━━ DATA TO EXAMINE
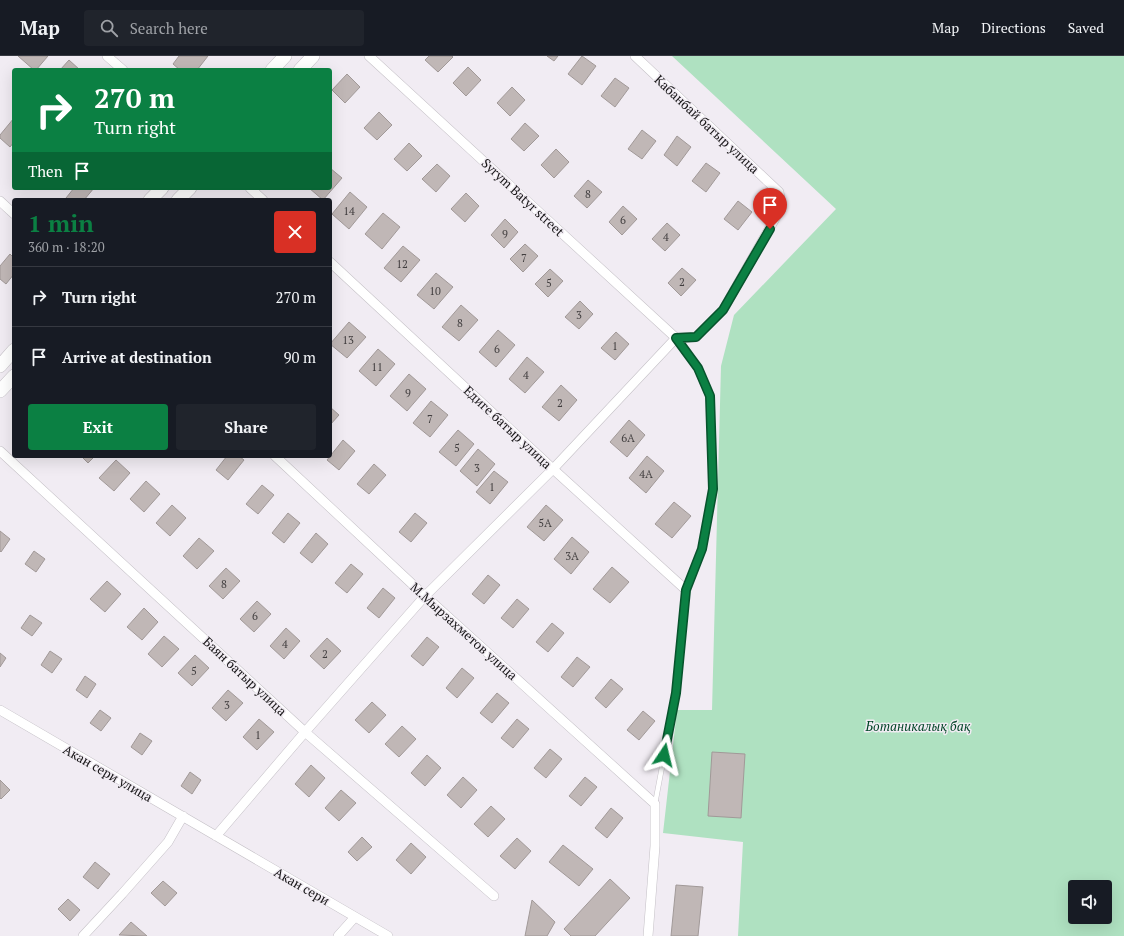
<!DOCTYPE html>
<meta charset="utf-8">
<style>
body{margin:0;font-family:"PT Serif",serif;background:#20242c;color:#f1f3f6;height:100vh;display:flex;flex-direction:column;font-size:15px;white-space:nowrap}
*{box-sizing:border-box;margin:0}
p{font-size:13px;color:#9ea1a6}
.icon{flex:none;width:22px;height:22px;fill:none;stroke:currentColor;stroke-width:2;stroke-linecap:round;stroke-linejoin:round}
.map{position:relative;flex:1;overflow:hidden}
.panel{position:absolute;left:12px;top:142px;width:320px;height:260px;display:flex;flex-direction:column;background:#171b24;border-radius:4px;box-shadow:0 4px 16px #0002}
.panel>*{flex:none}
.banner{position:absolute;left:12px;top:12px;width:320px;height:122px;border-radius:4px;box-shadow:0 4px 16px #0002;background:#0b8043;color:#fff;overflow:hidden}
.fabs{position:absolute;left:1068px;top:824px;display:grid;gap:8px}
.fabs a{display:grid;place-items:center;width:44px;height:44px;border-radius:4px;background:#171b24;box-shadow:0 4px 16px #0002;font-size:20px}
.pin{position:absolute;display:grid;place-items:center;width:34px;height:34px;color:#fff;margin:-41px -17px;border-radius:50% 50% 50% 0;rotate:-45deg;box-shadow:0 0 4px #0007}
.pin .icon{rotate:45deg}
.me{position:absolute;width:44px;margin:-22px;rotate:10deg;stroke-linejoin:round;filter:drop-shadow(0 0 3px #0008)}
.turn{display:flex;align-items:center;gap:14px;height:84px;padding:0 16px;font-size:18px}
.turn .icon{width:52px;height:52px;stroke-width:2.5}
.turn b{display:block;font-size:28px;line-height:34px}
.then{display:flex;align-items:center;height:38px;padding:0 16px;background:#0003;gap:8px;font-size:15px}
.round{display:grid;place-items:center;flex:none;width:42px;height:42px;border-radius:4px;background:#20242c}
.headline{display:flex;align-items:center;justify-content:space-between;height:68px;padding:0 16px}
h1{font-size:24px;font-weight:600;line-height:30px;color:#0b8043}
.action{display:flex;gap:8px;margin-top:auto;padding:8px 16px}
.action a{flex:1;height:46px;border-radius:4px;background:#0b8043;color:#fff;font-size:16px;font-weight:600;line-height:46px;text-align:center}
.action a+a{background:#20242c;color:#f1f3f6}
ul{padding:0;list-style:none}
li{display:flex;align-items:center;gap:12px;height:60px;padding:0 16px;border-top:1px solid #363941}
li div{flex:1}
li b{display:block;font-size:15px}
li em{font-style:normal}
header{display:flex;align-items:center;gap:24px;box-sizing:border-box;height:56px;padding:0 20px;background:#171b24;border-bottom:1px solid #363941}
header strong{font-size:19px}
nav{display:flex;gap:22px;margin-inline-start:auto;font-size:14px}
.search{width:280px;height:36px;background:#20242c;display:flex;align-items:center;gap:10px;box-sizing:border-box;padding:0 14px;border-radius:4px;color:#9ea1a6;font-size:15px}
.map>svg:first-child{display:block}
.green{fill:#afe1c1;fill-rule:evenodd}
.building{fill:#c0b7b6;stroke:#a19998}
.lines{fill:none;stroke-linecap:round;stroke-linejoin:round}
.lane-casing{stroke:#c5c1c7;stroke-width:5.5}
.street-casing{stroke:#c5c1c7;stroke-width:10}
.secondary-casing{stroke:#c5c1c7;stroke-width:14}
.lane{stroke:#fff;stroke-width:4.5}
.street{stroke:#fff;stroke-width:9}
.secondary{stroke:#fff;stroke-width:13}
.route-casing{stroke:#07532c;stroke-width:10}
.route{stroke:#0b8043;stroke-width:7}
.labels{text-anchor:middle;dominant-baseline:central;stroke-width:3;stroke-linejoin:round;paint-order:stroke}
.number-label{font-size:11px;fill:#413e3f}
.street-label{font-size:13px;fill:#171517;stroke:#f1ecf3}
.park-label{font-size:13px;font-style:italic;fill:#004426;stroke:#f1ecf3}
</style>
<header>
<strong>Map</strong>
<div class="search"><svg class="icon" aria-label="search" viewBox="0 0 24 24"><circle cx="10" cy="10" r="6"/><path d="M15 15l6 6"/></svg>Search here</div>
<nav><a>Map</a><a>Directions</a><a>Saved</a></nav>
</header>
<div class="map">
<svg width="1124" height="880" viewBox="0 0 1124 880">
<rect width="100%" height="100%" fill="#f1ecf3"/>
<!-- green -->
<path class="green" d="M672,0H1124V880H738L743,786L663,777L677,654H712L721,310L734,259L836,153ZM1075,831H1105V861H1075Z"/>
<!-- building -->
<path class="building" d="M18,0H48L36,14H34Z
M179,0H208L197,14H180L173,8Z
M429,0H452L453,1L438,16L425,4Z
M547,0H558L554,5Z
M582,0L596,10L582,29L568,18Z
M69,4L80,14H60Z
M468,11L481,24L466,40L453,27Z
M347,18L360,31L345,47L332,34Z
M615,22L629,32L615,51L601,40Z
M512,31L525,44L510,60L497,47Z
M379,56L392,69L377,84L364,72Z
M14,62V86L10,91L0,82V79Z
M525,67L539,80L524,95L511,83Z
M642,74L656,85L642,103L628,93Z
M677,80L691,91L677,110L664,99Z
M409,87L422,100L407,115L394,103Z
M556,93L569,106L554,122L541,109Z
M706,107L720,117L706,136L692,125Z
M437,108L450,120L436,136L422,123Z
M330,112L342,122L323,144L309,132H330Z
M588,124L602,136L587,152L574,140Z
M74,132H94L84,144H68L66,142Z
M350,136L367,151L349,173L332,158Z
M466,137L479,150L465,166L451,153Z
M738,145L752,156L738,174L724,163Z
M623,150L637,163L622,179L609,166Z
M383,157L400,171L382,193L365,178Z
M505,163L518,176L504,192L491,179Z
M667,167L680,179L665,195L652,183Z
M525,188L538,200L523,216L510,203Z
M403,190L420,204L401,226L384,212Z
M10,198L14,202V218L6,228L0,223V210Z
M682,212L696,224L681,240L668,227Z
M550,213L563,225L548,241L535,228Z
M436,217L453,231L434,253L417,239Z
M580,245L593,258L579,273L565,261Z
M461,249L478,264L459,285L442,271Z
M349,266L366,281L347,302L330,288Z
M498,274L515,289L496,311L479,296Z
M616,276L629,288L615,304L601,292Z
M378,293L395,308L376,330L359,315Z
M527,301L544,316L525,337L509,323Z
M409,318L426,333L407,355L390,340Z
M561,329L577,344L559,365L542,351Z
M431,345L448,359L430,381L413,367Z
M330,351L339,359L330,369Z
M629,364L645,379L627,401L610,386Z
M458,374L474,388L456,410L439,396Z
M343,384L355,395L339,414L327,404Z
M478,393L495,408L477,430L460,415Z
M81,400H95L88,407Z
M227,400H239L244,404L228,424L216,414Z
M647,400L664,415L646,437L629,422Z
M116,404L130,417L114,435L99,422Z
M374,408L386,419L369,438L357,428Z
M494,415L508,426L490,448L476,436Z
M146,425L160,438L144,456L130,443Z
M262,429L274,439L258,458L246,448Z
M674,446L691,460L672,482L655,468Z
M172,449L186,462L170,480L156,467Z
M546,449L563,464L544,485L527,471Z
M288,457L300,467L284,487L272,477Z
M415,457L427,467L411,486L399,476Z
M0,475L10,483L1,496L0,495Z
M316,477L328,488L312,507L300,497Z
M572,481L589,496L571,518L554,503Z
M199,482L214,495L197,513L183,500Z
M34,495L45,503L36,516L25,508Z
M351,508L363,518L347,537L335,527Z
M612,511L629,526L610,547L593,533Z
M226,512L240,525L223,543L209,530Z
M488,519L500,529L484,548L472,538Z
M107,525L121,538L105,556L90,543Z
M383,532L395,542L379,562L367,552Z
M517,543L529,553L513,572L501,562Z
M257,545L271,558L254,576L240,563Z
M144,552L158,566L142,584L127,571Z
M30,559L42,567L32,580L21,572Z
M552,567L564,577L548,596L536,586Z
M286,572L300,585L284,603L270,590Z
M164,580L179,593L162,611L148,598Z
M427,581L439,591L423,610L411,600Z
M327,582L341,595L324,613L310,600Z
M50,595L62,603L52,617L41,609Z
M0,597L6,602L0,611Z
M195,599L209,612L192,630L178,617Z
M577,601L590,611L573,631L561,621Z
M462,612L474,622L457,642L446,632Z
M85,620L96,628L87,642L76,634Z
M611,623L623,633L606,652L595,642Z
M228,634L243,647L226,665L212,652Z
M497,637L509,647L492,667L480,657Z
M372,646L386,659L369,677L355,664Z
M100,654L111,662L101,675L90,667Z
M643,655L655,665L639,684L627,674Z
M259,663L274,676L257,694L243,681Z
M517,663L529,673L513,692L501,682Z
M402,670L416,683L399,701L385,688Z
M140,677L152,685L142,699L131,691Z
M550,693L562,703L546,722L534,712Z
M712,696L745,698L741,762L708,760Z
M427,699L441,712L425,730L411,717Z
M311,709L325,722L309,741L295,728Z
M190,716L201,724L192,738L181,730Z
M463,721L477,734L461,752L447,739Z
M585,721L597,731L581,750L569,740Z
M0,724L10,734L1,743L0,742Z
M341,734L356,747L339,765L325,752Z
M491,750L505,763L488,781L474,768Z
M611,752L623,762L607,782L595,772Z
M362,781L372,791L357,805L348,796Z
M517,782L531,795L515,813L500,800Z
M411,787L426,801L411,818L396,804Z
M563,789L593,813L579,830L549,806Z
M95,806L110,818L98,833L83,821Z
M610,823L630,842L595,880H571L564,873Z
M163,825L177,837L165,850L151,837Z
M676,829L703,831L698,880H671Z
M68,843L80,854L70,865L58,853Z
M532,844L555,866L547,880H525Z
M131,866L147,880L119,879Z"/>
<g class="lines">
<defs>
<path id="lane" d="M655,748L676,637L686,534L702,493L713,433L710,340L698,312L676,282"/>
<path id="street" d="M107,0L123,14
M369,0L676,282
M250,132L263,144
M0,145L14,158
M330,206L553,413L686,534
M0,395L305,676L494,840
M275,400L425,540L655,748V790L648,880
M0,654L388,880
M216,780L305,676L425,540L553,413L676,282L696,281L723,254L777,159L781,148L779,136L635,0
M83,880L122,838L168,786L183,760
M338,880L355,861"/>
<path id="secondary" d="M272,14L285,0
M300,14L313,0
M150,144L162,132
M178,144L190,132
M0,310L14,294
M0,335L14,320"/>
</defs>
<!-- lane casing -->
<use href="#lane" class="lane-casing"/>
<!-- street casing -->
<use href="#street" class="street-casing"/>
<!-- secondary casing -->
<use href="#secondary" class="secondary-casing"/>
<!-- lane -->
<use href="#lane" class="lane"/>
<!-- street -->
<use href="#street" class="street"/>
<!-- secondary -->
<use href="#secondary" class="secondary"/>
</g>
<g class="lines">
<defs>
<path id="route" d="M664,699L676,637L686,534L702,493L713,433L710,340L698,312L676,282L696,281L723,254L770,173"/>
</defs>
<!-- route casing -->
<use href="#route" class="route-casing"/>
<!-- route -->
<use href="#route" class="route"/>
</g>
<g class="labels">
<!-- number labels -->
<g class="number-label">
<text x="588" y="138">8</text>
<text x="349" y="155">14</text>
<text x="623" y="164">6</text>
<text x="505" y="178">9</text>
<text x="666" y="181">4</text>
<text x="524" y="202">7</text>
<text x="402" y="208">12</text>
<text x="682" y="226">2</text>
<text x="549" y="227">5</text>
<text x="435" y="235">10</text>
<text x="579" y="259">3</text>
<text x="460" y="267">8</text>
<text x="348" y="284">13</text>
<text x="615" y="290">1</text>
<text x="497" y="293">6</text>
<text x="377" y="311">11</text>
<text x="526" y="319">4</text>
<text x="408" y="337">9</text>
<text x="560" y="347">2</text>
<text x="430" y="363">7</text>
<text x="628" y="382">6А</text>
<text x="457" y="392">5</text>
<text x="477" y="412">3</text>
<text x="646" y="418">4А</text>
<text x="492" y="431">1</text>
<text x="545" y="467">5А</text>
<text x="572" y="500">3А</text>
<text x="224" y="528">8</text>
<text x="255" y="560">6</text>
<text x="285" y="588">4</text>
<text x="325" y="598">2</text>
<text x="194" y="615">5</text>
<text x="227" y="649">3</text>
<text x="258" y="679">1</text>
</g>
<!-- street labels -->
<g class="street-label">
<text transform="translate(707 68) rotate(43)">Кабанбай батыр улица</text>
<text transform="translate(523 141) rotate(43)">Syrym Batyr street</text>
<text transform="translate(508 371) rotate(43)">Едиге батыр улица</text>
<text transform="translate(464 575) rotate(42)">М.Мырзахметов улица</text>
<text transform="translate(245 620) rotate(43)">Баян батыр улица</text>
<text transform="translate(108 717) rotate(30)">Акан сери улица</text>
<text transform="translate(302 830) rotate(30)">Акан сери</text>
</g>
<!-- park labels -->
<g class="park-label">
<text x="918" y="670">Ботаникалық бақ</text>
</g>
</g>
</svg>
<div class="fabs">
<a><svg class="icon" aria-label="sound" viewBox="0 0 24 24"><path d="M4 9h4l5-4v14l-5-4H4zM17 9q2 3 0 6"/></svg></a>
</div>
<div class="pin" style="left:770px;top:173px;background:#d93025"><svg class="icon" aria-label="arrive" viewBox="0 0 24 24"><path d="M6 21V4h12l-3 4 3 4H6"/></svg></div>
<svg class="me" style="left:664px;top:699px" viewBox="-20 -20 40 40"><path d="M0-17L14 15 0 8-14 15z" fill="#0b8043" stroke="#fff" stroke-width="4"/></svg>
<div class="banner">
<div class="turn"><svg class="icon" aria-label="right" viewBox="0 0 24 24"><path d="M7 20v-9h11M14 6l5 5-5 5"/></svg><div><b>270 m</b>Turn right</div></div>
<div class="then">Then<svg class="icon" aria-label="arrive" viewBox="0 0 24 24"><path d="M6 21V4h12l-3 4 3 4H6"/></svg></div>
</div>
<section class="panel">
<div class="headline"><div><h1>1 min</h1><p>360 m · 18:20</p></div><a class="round" style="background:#d93025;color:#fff"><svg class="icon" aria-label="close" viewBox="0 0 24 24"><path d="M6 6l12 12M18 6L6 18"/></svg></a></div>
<ul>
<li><svg class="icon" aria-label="right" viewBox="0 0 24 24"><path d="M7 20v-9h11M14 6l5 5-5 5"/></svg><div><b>Turn right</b></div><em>270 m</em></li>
<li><svg class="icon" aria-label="arrive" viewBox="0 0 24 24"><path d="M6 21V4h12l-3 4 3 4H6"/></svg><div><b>Arrive at destination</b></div><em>90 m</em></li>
</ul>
<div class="action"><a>Exit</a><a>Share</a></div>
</section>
</div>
━━━━
▶ [AIM OF THE TASK]: Could you copy each line from the listing that has the word "linecap" in it?

▶ [SOLUTION]:
.icon{flex:none;width:22px;height:22px;fill:none;stroke:currentColor;stroke-width:2;stroke-linecap:round;stroke-linejoin:round}
.lines{fill:none;stroke-linecap:round;stroke-linejoin:round}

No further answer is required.